Protein structure of Myrosinase. Figure 1. Protein structure of Myrosinase.

Structure

Myrosinase exists in the form of a dimer, each subunit being 60-70 kDa. X-ray analysis X-ray crystallography of the myrosinase isolated from mustard leaf mustard found that these two subunits are connected by a zinc atom, and the prominence of salt bridges, disulfide bridges, hydrogen bonding, and glycosylation are considered helpful Due to the stability of the enzyme, especially in the case of insufficient plant growth. Attack and suffer severe tissue damage. A feature of many ß-glucosidases is that they have catalytic glutamate residues in their active site, but two of them have been replaced by single glutamine residues in myrosinase. Ascorbic acid has been shown to replace the activity of glutamate residues.

Mechanism

Myrosinase catalyzes the chemical reaction

a thioglucoside + H2O a sugar + a thiol

Therefore, the two substrates of the enzyme are glucosinolates and H2O, and the two products are sugars and thiols. In the presence of water, myrosinase cleaves the glucose group from glucosinolates. Then, the remaining molecules are quickly converted to thiocyanate, isothiocyanate or nitrile. These are active substances for plant defense. Myrosinase hydrolyzes glucosinolates to produce a variety of products, depending on various physiological conditions, such as pH and the presence of certain cofactors. It has been observed that all known reactions share the same initial steps. First, the myrosinase cleaves the β-glucosinolate bond, releasing D-glucose. The aglycone produced undergoes spontaneous Rosen-like rearrangement, releasing sulfate. The final step of this mechanism is most affected by the physiological conditions under which the reaction occurs. At neutral pH, the main product is isothiocyanate. Under acidic conditions (pH <3), and in the presence of ferrous ions or Epithiospecifer protein, the formation of nitrile is more advantageous.

Functions

It is well known that myrosinase and its natural substrate glucosinolate are part of the plant defense response. When a plant is attacked by pathogens, insects or other herbivores, the plant uses myrosinase to convert the originally benign glucosinolates into toxic products such as isothiocyanate, thiocyanate and nitrile.

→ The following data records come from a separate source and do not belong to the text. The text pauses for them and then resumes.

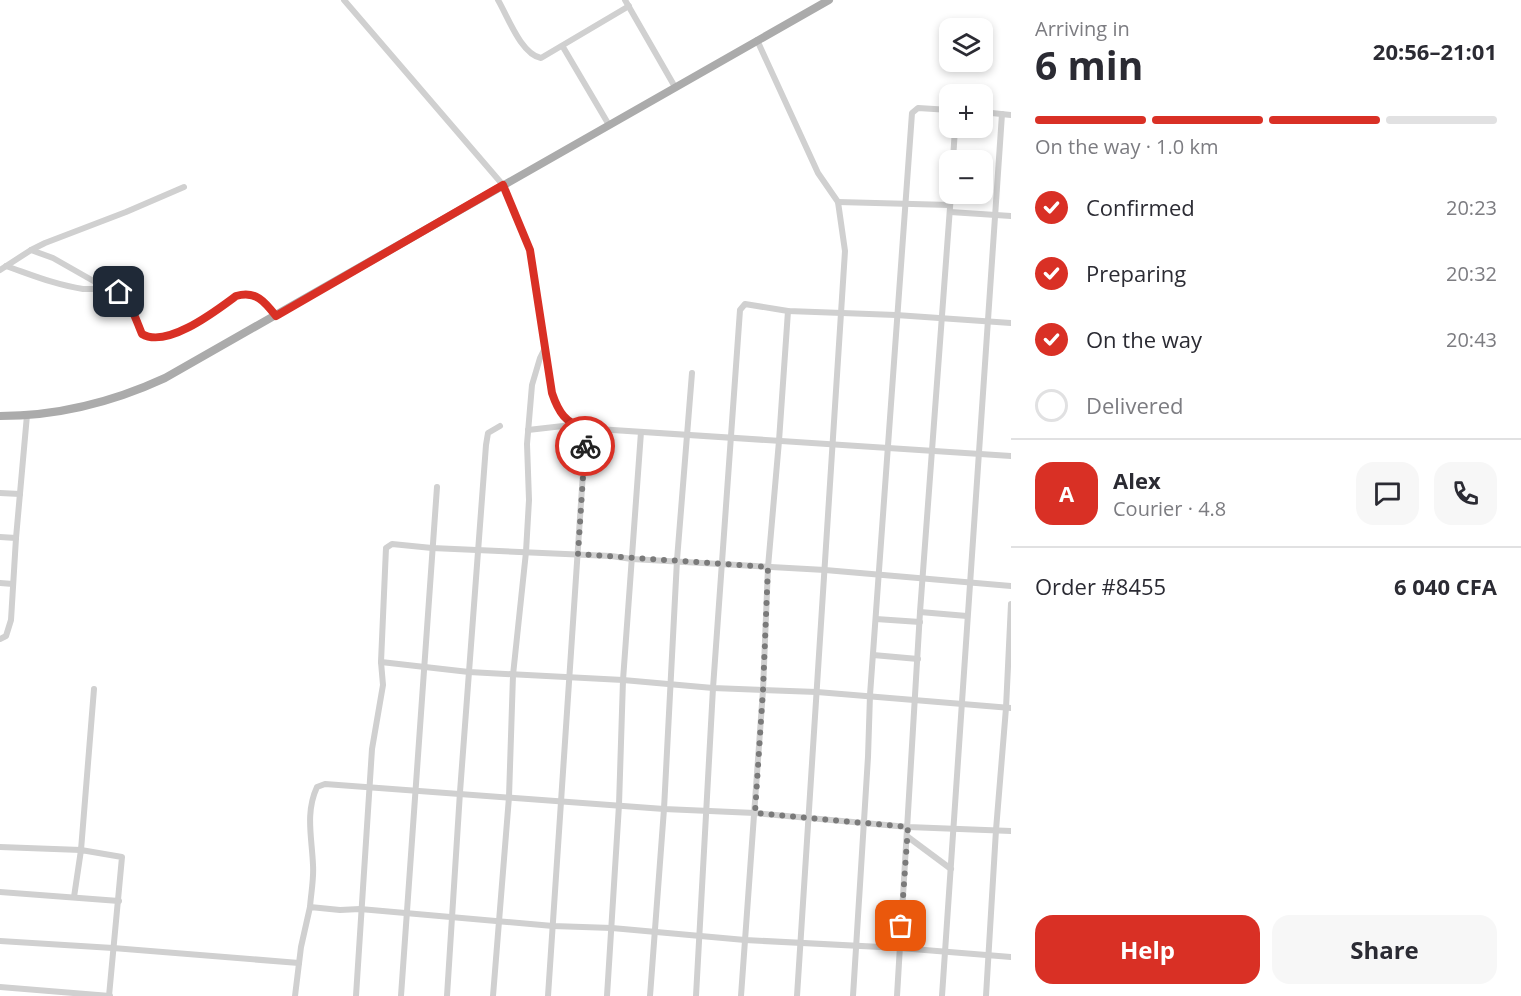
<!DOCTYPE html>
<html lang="en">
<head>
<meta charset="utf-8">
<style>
	body { margin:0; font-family:"Open Sans",sans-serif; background:#f7f7f7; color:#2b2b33; height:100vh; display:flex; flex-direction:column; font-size:22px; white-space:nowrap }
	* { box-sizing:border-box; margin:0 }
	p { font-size:20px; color:#7c7c81 }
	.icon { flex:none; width:33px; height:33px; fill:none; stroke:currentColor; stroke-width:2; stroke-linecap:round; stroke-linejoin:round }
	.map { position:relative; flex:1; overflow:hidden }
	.drawer { display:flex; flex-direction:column; background:#fff; width:510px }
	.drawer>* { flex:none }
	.buttons { position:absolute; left:939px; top:18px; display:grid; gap:12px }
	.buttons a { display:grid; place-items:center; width:54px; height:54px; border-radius:12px; background:#fff; box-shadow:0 3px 9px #0003; font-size:30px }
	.pin { position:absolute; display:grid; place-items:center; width:51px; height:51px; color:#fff; margin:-26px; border-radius:12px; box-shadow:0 3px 9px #0006 }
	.courier { position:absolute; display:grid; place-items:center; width:60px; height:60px; margin:-30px; border:4px solid #d93025; border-radius:50%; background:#fff; color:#222; box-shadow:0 2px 8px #0007 }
	.summary em { font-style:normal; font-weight:700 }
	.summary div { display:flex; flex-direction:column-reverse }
	.summary { display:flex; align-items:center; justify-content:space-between; height:102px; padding:0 24px }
	h1 { font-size:39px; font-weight:700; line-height:45px }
	.bar { display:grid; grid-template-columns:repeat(4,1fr); gap:9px 6px; align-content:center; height:72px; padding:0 24px }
	.bar i { height:8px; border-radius:4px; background:#e1e1e2 }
	.bar .selected { background:#d93025 }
	.bar p { grid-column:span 4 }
	.line { display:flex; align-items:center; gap:15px; padding:0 24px; border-top:2px solid #e1e1e2 }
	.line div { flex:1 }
	.round { display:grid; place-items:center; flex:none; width:63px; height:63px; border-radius:18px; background:#f7f7f7 }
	ol { padding:0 24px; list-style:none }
	li { display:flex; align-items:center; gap:18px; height:66px }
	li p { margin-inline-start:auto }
	li .icon { padding:6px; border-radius:50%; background:#d93025; color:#fff; stroke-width:4 }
	li:last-child { color:#7c7c81 }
	li i { width:33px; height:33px; border:3px solid #e1e1e2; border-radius:50% }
	.action { display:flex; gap:12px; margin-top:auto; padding:12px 24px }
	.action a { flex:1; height:69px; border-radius:18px; background:#d93025; color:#fff; font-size:24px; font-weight:700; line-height:69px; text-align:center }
	.action a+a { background:#f7f7f7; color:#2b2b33 }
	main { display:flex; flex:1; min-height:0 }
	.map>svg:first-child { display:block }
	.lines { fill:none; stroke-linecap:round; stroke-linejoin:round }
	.minor { stroke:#d0d0d0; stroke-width:6 }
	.major { stroke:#ababab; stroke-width:8 }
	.done { stroke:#7a7a7a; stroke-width:6; stroke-dasharray:0 10.8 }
	.route { stroke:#d93025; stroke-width:8 }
</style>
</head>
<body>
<main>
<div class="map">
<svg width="1011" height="996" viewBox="0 0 1011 996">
	<rect width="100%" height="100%" fill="#fff"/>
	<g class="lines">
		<g class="minor">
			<path d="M344,0L503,185L530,250L552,393C558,410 565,422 582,428L1011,456"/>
			<path d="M498,0C508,17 521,54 541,58L629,6"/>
			<polyline points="625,0 675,87"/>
			<polyline points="757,40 818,173 838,202 845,251 797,996"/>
			<polyline points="563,47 609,125"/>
			<polyline points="982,112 1011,115"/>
			<polyline points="953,160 955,128"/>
			<polyline points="838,202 950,205"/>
			<polyline points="950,212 1011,216"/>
			<polyline points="31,250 53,258 104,287"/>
			<path d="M6,266C32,275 56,285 83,289C97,290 112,285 123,296C133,305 137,322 142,334C167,349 217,310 236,296C256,290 265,302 276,316"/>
			<polyline points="0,270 31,250 45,243 126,212 184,187"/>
			<polyline points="528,430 572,425"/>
			<polyline points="0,493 20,494"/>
			<polyline points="0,537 16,538"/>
			<polyline points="0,583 13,584"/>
			<polyline points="920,612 967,616"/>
			<polyline points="876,619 920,622"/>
			<polyline points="0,639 6,636 11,620 16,538 27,415"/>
			<polyline points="873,655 918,659"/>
			<polyline points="381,662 469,672 623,680 713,688 817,692 1011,708"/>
			<polyline points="908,837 951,869"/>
			<polyline points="0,847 81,850 94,689"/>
			<polyline points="0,892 119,901"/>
			<polyline points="74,897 81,850 122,857 109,996"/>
			<path d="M310,907C311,893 314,879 313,865C312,838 305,813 317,787L325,784L664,809L755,813L908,827L1011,831"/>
			<polyline points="0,941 113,948 299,963"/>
			<polyline points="0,987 110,996"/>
			<polyline points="295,996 301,947 310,907 340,910 360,909 553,926 612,928 745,940 900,948 1011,957"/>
			<polyline points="356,996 372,749 383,685 381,662 386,548 392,544 432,548 611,556 632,559 825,570 1011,586"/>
			<polyline points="401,996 437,487"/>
			<polyline points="447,996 460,792 486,445 488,433 500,426"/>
			<polyline points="493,996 509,797 513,675 526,552 529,500 527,444 532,385 540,358 545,348"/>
			<polyline points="548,996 586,428"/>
			<polyline points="607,996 619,805 623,680 641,432"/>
			<polyline points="650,996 664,809 677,560 692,373"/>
			<polyline points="696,996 713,688 740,310 745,304 788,311 896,315 1011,323"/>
			<polyline points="741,996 763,690 768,567 779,441 788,311"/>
			<polyline points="853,996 868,757 870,695 912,113 918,108 950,110"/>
			<polyline points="897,996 920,612 951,194"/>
			<polyline points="942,996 1002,114"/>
			<polyline points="986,996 996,830 1006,708 1011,604"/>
		</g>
		<path class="major" d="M0,416C58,416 113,402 165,378L829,0"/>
	</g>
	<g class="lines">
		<polyline class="done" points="585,446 578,554 768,567 763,690 755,813 908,827 901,926"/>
		<path class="route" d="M119,292C131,302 136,320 142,334C167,349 217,310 236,296C256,290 265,302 276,316L503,185L530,250L552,393C558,411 566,425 586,428L585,446"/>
	</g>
</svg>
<div class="buttons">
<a><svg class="icon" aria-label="layers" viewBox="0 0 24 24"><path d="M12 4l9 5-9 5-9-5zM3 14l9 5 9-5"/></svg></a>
<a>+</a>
<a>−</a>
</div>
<div class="pin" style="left:901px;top:926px;background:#ea580c"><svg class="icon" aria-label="bag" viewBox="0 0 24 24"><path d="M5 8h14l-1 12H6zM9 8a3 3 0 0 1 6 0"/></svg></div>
<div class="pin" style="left:119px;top:292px;background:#1f2937"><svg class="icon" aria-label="home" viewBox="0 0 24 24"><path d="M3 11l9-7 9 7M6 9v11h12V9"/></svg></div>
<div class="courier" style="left:585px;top:446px"><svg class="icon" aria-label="bike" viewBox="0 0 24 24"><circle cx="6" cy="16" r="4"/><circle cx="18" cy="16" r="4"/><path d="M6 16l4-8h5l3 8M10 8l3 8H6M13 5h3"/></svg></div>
</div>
<section class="drawer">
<div class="summary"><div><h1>6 min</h1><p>Arriving in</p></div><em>20:56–21:01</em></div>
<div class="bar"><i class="selected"></i><i class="selected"></i><i class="selected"></i><i></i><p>On the way · 1.0 km</p></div>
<ol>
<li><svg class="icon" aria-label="check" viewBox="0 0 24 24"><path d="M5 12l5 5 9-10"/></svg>Confirmed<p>20:23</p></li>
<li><svg class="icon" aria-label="check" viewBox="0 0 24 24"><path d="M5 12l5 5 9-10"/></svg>Preparing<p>20:32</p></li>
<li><svg class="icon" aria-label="check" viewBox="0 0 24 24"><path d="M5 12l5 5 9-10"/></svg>On the way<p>20:43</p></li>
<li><i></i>Delivered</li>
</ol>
<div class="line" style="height:108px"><b class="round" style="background:#d93025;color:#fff">A</b><div><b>Alex</b><p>Courier · 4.8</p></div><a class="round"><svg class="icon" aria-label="chat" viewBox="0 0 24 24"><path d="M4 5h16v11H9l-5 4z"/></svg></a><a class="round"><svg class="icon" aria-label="phone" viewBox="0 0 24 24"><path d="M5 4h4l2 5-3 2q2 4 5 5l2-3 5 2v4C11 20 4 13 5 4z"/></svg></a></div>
<div class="line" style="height:78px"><div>Order #8455</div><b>6 040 CFA</b></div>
<div class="action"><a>Help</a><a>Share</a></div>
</section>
</main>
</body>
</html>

Plant compartmentalization

The glucosinolate-Myrosinase defense system is packaged in plants in a unique way. Plants store glucosinolate glucosinolates through compartmentalization, so that the latter are released and activated only when the plant is attacked. Myrosinase is mainly stored in the form of myrosin granules in the vacuoles of specific fibroblasts called myrosin cells, but there are also reports of protein bodies or vacuoles and cytoplasmic enzymes that tend to bind to the membrane. Mustard oil Glycosides are stored in adjacent but separate "S cells". When the plant is damaged by tissues, myrosinase contacts glucosinolate, quickly activating it into an effective antibacterial form. The most effective of these products is isothiocyanate, followed by thiocyanate and nitrile.

Evolution

Plants known to have evolved the myrosinase-glucosinolate defense system include: white mustard (Sinapis alba), cress (Lepidium sativum), mustard (Wasabia japonica), daikon (Raphanus sativus), and several of the cruciferous family Members include yellow mustard (Brassica juncea), rapeseed (Brassica napus), and common dietary crucifers, such as broccoli, cauliflower, cabbage, cabbage, and kale. The bitter aftertaste of many of these vegetables can usually be attributed to the hydrolysis of glucosinolates during tissue preparation or when these vegetable raw materials are destroyed. Papaya seeds use this defense method, but do not use the pulp itself.

Reference

  1. Burmeister, W. P.; et al. High Resolution X-ray Crystallography Shows That Ascorbate is a Cofactor for Myrosinase and Substitutes for the Function of the Catalytic Base. Journal of Biological Chemistry. 2000, 275 (50): 39385–39393.